THE PROBLEM.
The response must contain every line below in which "linejoin" appears.

Stored dataset items:
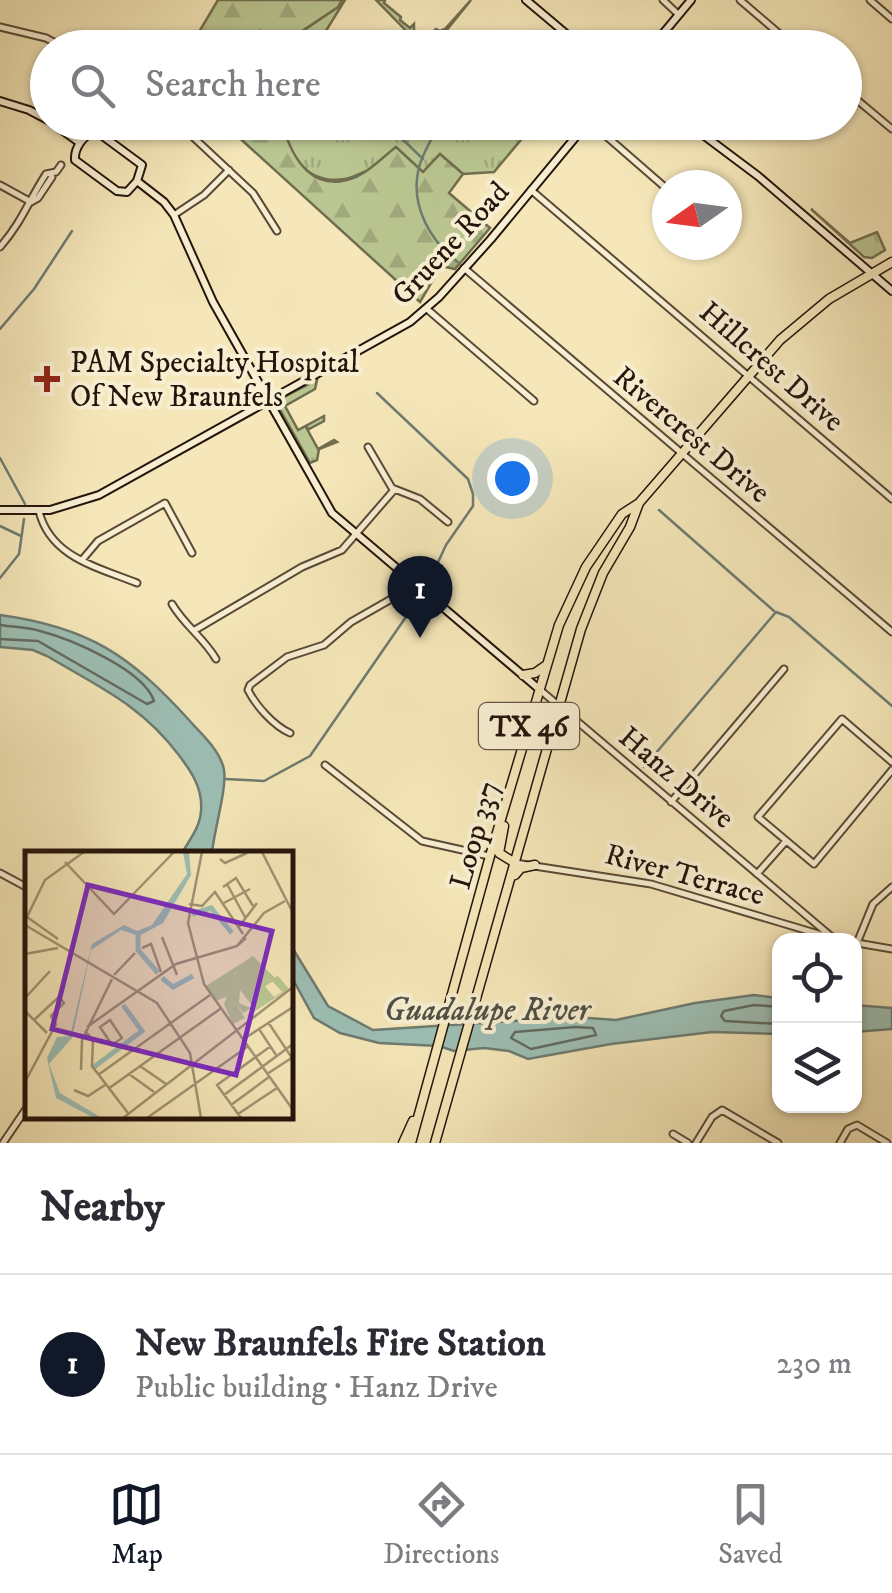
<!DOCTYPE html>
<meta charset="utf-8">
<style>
body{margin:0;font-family:"IM FELL DW Pica",serif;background:#f7f7f7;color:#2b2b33}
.controls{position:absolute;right:30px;bottom:30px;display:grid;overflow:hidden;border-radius:20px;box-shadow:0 2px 8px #0004}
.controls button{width:90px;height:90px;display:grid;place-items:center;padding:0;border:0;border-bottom:2px solid #e1e1e2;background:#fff;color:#2b2b33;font:50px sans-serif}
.compass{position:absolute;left:652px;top:170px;width:90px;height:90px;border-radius:50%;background:#fff;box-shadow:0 2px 8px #0004;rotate:256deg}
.you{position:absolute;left:512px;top:478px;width:35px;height:35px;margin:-25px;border:8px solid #fff;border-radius:50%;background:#1a73e8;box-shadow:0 0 0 15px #1a73e833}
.badge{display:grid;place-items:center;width:65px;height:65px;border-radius:50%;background:#111827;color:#fff;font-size:32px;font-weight:700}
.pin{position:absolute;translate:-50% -82px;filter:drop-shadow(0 2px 5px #0008)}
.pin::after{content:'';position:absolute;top:52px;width:35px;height:30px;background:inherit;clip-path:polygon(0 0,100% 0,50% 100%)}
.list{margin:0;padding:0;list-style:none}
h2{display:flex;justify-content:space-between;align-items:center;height:130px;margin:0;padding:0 40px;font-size:42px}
h2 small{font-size:32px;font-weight:400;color:#7c7c81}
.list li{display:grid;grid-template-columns:65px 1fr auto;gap:30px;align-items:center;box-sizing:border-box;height:180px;padding:0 40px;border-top:2px solid #e1e1e2}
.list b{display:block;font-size:38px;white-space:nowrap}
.list p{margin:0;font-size:32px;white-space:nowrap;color:#7c7c81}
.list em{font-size:32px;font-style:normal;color:#7c7c81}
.icon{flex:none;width:55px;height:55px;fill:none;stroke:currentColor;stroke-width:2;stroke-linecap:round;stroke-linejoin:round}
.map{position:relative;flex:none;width:892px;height:1143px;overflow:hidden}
.search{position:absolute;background:#fff;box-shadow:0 2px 8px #0004;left:30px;right:30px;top:30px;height:110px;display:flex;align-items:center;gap:25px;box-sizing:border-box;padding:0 35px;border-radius:55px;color:#7c7c81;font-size:38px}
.sheet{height:310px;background:#fff}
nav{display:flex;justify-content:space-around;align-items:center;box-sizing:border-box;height:140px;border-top:2px solid #e1e1e2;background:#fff;font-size:28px;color:#7c7c81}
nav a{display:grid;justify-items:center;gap:5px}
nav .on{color:#111827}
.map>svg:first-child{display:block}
.grass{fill:url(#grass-tufts);stroke:#706d4e;stroke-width:2.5}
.forest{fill:url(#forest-firs);stroke:#706d4e;stroke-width:2.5}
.water{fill:#9dbfb5;stroke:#6d7b71;stroke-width:2.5}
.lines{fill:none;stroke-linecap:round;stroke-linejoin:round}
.shore{stroke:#616a60;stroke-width:2.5}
.stream{stroke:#6d7b71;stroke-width:2.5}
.street-casing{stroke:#594936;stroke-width:9}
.secondary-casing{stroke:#25140b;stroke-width:10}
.primary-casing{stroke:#25140b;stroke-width:11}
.street{stroke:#f8efd2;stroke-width:5}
.secondary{stroke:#f8efd2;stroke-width:6}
.primary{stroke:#f5e7b9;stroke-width:8}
.poi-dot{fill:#8f2418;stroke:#f8efd2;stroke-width:4}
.labels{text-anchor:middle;stroke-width:8;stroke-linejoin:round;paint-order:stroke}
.shield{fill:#f8efd2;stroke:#645647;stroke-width:2.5}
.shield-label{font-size:28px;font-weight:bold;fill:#25140b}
.street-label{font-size:30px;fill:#25140b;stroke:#f8efd2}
.poi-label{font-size:30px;fill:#25140b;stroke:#f8efd2;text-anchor:start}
.water-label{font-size:32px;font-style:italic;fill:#4f5046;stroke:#f8efd2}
.inset-river{fill:none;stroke:#9dbfb5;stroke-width:5}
.inset-road{fill:none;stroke:#a29373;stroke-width:2.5}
.view{fill:#7b2cbf;fill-opacity:0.15;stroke:#7b2cbf;stroke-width:5}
.inset-edge{fill:none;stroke:#25140b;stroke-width:5}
</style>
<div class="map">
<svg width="892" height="1143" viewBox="0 0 892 1143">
<defs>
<pattern id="grass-tufts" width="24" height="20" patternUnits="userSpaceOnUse" patternTransform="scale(2.5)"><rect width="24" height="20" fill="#bac691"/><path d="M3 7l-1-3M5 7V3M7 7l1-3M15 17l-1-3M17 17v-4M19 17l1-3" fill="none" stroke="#a0a97c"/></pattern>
<pattern id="forest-firs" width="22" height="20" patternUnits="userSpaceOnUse" patternTransform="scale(2.5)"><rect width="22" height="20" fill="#bac691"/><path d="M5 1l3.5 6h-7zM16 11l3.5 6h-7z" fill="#a0a97c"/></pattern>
</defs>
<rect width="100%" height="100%" fill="#f5e7b9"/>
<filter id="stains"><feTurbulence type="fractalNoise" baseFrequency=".002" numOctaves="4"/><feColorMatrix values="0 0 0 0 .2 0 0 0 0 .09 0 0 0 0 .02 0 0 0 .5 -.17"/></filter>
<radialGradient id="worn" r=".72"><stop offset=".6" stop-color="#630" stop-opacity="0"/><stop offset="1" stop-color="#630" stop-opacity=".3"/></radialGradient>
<!-- grass -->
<path class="grass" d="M342 0H345L316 47 278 48 338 7Z
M376 0H385L384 3 401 17 400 20 410 28 414 24V30L426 39 436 29 440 31 445 29 471 0 433 47 423 48Z
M378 122V124L535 123 494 172 463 174 440 154 423 172C406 172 384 168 367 171 359 173 353 178 345 179 305 185 290 155 282 123Z
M811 209 850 243 877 232 885 250 872 258 864 257Z
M317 380 315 389 285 406 298 430 324 416V421L309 429 306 427 318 449 334 440 337 442 319 449 317 460 310 463 278 406 282 398Z"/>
<!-- forest -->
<path class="forest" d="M218 0H342L338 7 278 47H190Z
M223 123H282C292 159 313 196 358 176 372 169 384 156 396 147L423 172 440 154 463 174 449 193 490 228 455 269 441 266 420 302Z"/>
<!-- water -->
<path class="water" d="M0 615C88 627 130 655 189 720 201 734 221 751 224 770 227 789 214 830 212 853H182C190 839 200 827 201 811 203 788 191 771 178 754 141 705 99 687 47 656L33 650 0 647Z
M290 944 328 1006 373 1030 575 1017 616 1020 695 1003 754 995 779 998V1034L712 1032 611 1044 528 1059 509 1051 484 1048 454 1051 439 1046 379 1043 340 1033 314 1018 290 974Z
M854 1005 892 1008V1029L855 1032Z"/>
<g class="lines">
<!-- shore -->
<path class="shore" d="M0 625C13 627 27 627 40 631 71 639 144 670 154 701L147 704 38 641 0 639
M780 1007 754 1005 724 1011 721 1016 725 1021 780 1024
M575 1027 593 1028 596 1035 531 1049 511 1038 515 1032Z"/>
<!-- stream -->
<path class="stream" d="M437 128C431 141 420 157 418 172 411 207 431 242 458 262
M393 130 423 159
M0 329 34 289 72 231
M377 393 468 479 473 494V506L446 545 428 584
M0 458 25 504
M659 510 774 611
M0 526 21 536
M0 578 19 554 24 519
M644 767 776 612 789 617 892 706
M225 779 264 781 310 756 419 598"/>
<defs>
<path id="street" d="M663 0 679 15
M740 0 796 48
M870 0 892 19
M0 27 46 38 65 48
M105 48 112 37
M844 89 892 129
M177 122 253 193 277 231
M590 122 667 189
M0 185 31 202
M531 190 892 499
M31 202 38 198 52 177 51 174
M174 215 204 195 229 170
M0 247C22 222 29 200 46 174L56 172 61 165
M464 268 892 632
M427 309 534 401
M368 447 392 488 420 499 448 522
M39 511C50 557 97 567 137 583
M82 560 98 541 165 503 192 553
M172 604C184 625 204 638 216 659
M195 630 302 567 342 550 394 490
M539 689 833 938
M290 733C274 726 256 706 248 690L250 685 287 657 324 645 351 622 393 598 410 580
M892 762 842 719 758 817 814 864 892 770
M325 765 422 841 489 856
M671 802 784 669
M515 863 651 884 842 941
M0 873 28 888
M757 874 786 841
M857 943 873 904 892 887
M857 943 892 949
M673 1134 688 1143
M3 1143 28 1106
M696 1143 712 1117 722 1110 778 1143
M840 1143 848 1129 857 1125 887 1143"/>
<path id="secondary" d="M526 0 583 48
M651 48 691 0
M0 101 29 110 48 120
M51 122 80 143
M686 122 758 176 892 291
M96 131 142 165 137 181 127 192 117 191 75 160C74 148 84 134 96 131Z
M137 181 164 202 174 215 213 302 332 513 539 689
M0 510H50L99 495 410 322 439 297 491 239 588 122"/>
<path id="primary" d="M523 675 535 673 545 666
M504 826 499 853 515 863
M515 875 521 868 535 865
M403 1143 413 1121
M411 1143 490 856 559 625 586 567 622 514 639 503
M435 1143 581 629 603 573 630 527 639 503 780 340 829 299 892 262"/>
</defs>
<!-- street casing -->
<use href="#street" class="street-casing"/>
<!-- secondary casing -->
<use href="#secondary" class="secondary-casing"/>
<!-- primary casing -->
<use href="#primary" class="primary-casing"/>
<!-- street -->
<use href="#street" class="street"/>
<!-- secondary -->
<use href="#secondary" class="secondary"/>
<!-- primary -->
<use href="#primary" class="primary"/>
</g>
<!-- markers -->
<path class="poi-dot" d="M42 364h10v10h10v10h-10v10h-10v-10h-10v-10h10z"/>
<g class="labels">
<!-- shield labels -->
<rect class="shield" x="479" y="703" width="100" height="46" rx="8"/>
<g class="shield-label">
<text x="529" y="736">TX 46</text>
</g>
<!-- street labels -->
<g class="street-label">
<text transform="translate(450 243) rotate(-47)" y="10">Gruene Road</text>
<text transform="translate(772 366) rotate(41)" y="10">Hillcrest Drive</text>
<text transform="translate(692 434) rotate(40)" y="10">Rivercrest Drive</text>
<text transform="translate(677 777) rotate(40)" y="10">Hanz Drive</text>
<text transform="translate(474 835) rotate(-74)" y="10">Loop 337</text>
<text transform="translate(685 874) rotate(15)" y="10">River Terrace</text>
</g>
<!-- poi labels -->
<g class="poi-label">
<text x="70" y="372">PAM Specialty Hospital<tspan x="70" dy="34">Of New Braunfels</tspan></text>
</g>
<!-- water labels -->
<g class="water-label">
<text x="487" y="1020">Guadalupe River</text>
</g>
</g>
<!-- overview -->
<g transform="translate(25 851)">
<rect width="268" height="268" fill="#f5e7b9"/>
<path d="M211 120H227L249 146 257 141 248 131 240 133 246 128 253 125 264 138 221 166 229 157 215 139 214 152 226 157 218 162 210 151 220 167 208 173 199 153Z" fill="#bac691"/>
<path d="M228 105 251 128 236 138 227 120 210 121 204 145 190 150 181 135Z" fill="#bac691"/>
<path d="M158 1H164L166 24 138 72 114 85 96 79 66 99 47 187 24 213 35 242 77 267H69L31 247 22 207 32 186 45 185 67 93 99 74 112 80 127 74 162 23Z" fill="#9dbfb5"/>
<path class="inset-river" d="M167 63 186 57 207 82M113 83V99L133 122M137 127 148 136 168 125M69 216 117 180 98 154"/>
<path class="inset-road" d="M177 1 163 72 179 133 268 259M237 1 268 62M195 8 200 12 222 2M40 11 89 63 149 1M202 33 221 68M198 36 211 27 228 55M164 53 177 55 190 41 218 83M197 53 225 38M2 66 33 88M0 70 20 29 59 1M0 74 132 152 165 202 176 267M213 77 232 52M137 86 152 124M221 87 212 95 239 62 260 50M117 97 126 93 136 121M0 103 33 97M89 124 110 102M0 147 25 120M0 160 22 182M9 169 37 143M85 169 97 187 87 194 75 176ZM243 171 267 207M62 176 151 113 212 95M234 178 251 204M60 180 68 189 67 215 103 262M217 189 268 156M115 215 141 233M56 219 57 189 87 128M104 223 129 241M242 223 268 206M73 224 185 144M0 231 31 173 26 165 39 152 34 146M83 238 195 158M49 239 63 245 80 234M199 244 268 193M206 254 244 226M213 263 252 237M98 267 268 136M122 267 222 196M216 267 192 234 246 195"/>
<path class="view" d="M63 34 247 80 211 224 27 178Z"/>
<rect width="268" height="268" class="inset-edge"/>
</g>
<rect width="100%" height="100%" filter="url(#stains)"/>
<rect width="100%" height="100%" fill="url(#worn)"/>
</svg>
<div class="controls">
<button><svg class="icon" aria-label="locate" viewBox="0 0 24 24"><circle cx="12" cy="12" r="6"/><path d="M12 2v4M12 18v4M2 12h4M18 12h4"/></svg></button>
<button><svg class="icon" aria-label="layers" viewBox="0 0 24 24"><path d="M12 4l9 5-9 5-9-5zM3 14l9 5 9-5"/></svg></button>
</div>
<svg class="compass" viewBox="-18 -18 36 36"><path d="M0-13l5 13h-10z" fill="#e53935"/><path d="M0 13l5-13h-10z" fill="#7c7c81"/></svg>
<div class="you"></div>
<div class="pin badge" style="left:420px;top:638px">1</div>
<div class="search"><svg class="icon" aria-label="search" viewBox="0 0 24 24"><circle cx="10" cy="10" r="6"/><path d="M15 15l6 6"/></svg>Search here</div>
</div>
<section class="sheet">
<h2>Nearby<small></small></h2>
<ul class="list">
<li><span class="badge">1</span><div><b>New Braunfels Fire Station</b><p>Public building · Hanz Drive</p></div><em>230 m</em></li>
</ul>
</section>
<nav>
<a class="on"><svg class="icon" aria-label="map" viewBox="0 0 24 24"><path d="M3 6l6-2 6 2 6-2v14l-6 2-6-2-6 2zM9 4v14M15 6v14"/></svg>Map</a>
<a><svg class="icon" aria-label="directions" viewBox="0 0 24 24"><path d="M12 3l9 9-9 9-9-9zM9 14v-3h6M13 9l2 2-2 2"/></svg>Directions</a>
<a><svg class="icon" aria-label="saved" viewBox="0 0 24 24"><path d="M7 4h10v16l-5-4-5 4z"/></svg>Saved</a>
</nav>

COMPLETED EXERCISE.
.icon{flex:none;width:55px;height:55px;fill:none;stroke:currentColor;stroke-width:2;stroke-linecap:round;stroke-linejoin:round}
.lines{fill:none;stroke-linecap:round;stroke-linejoin:round}
.labels{text-anchor:middle;stroke-width:8;stroke-linejoin:round;paint-order:stroke}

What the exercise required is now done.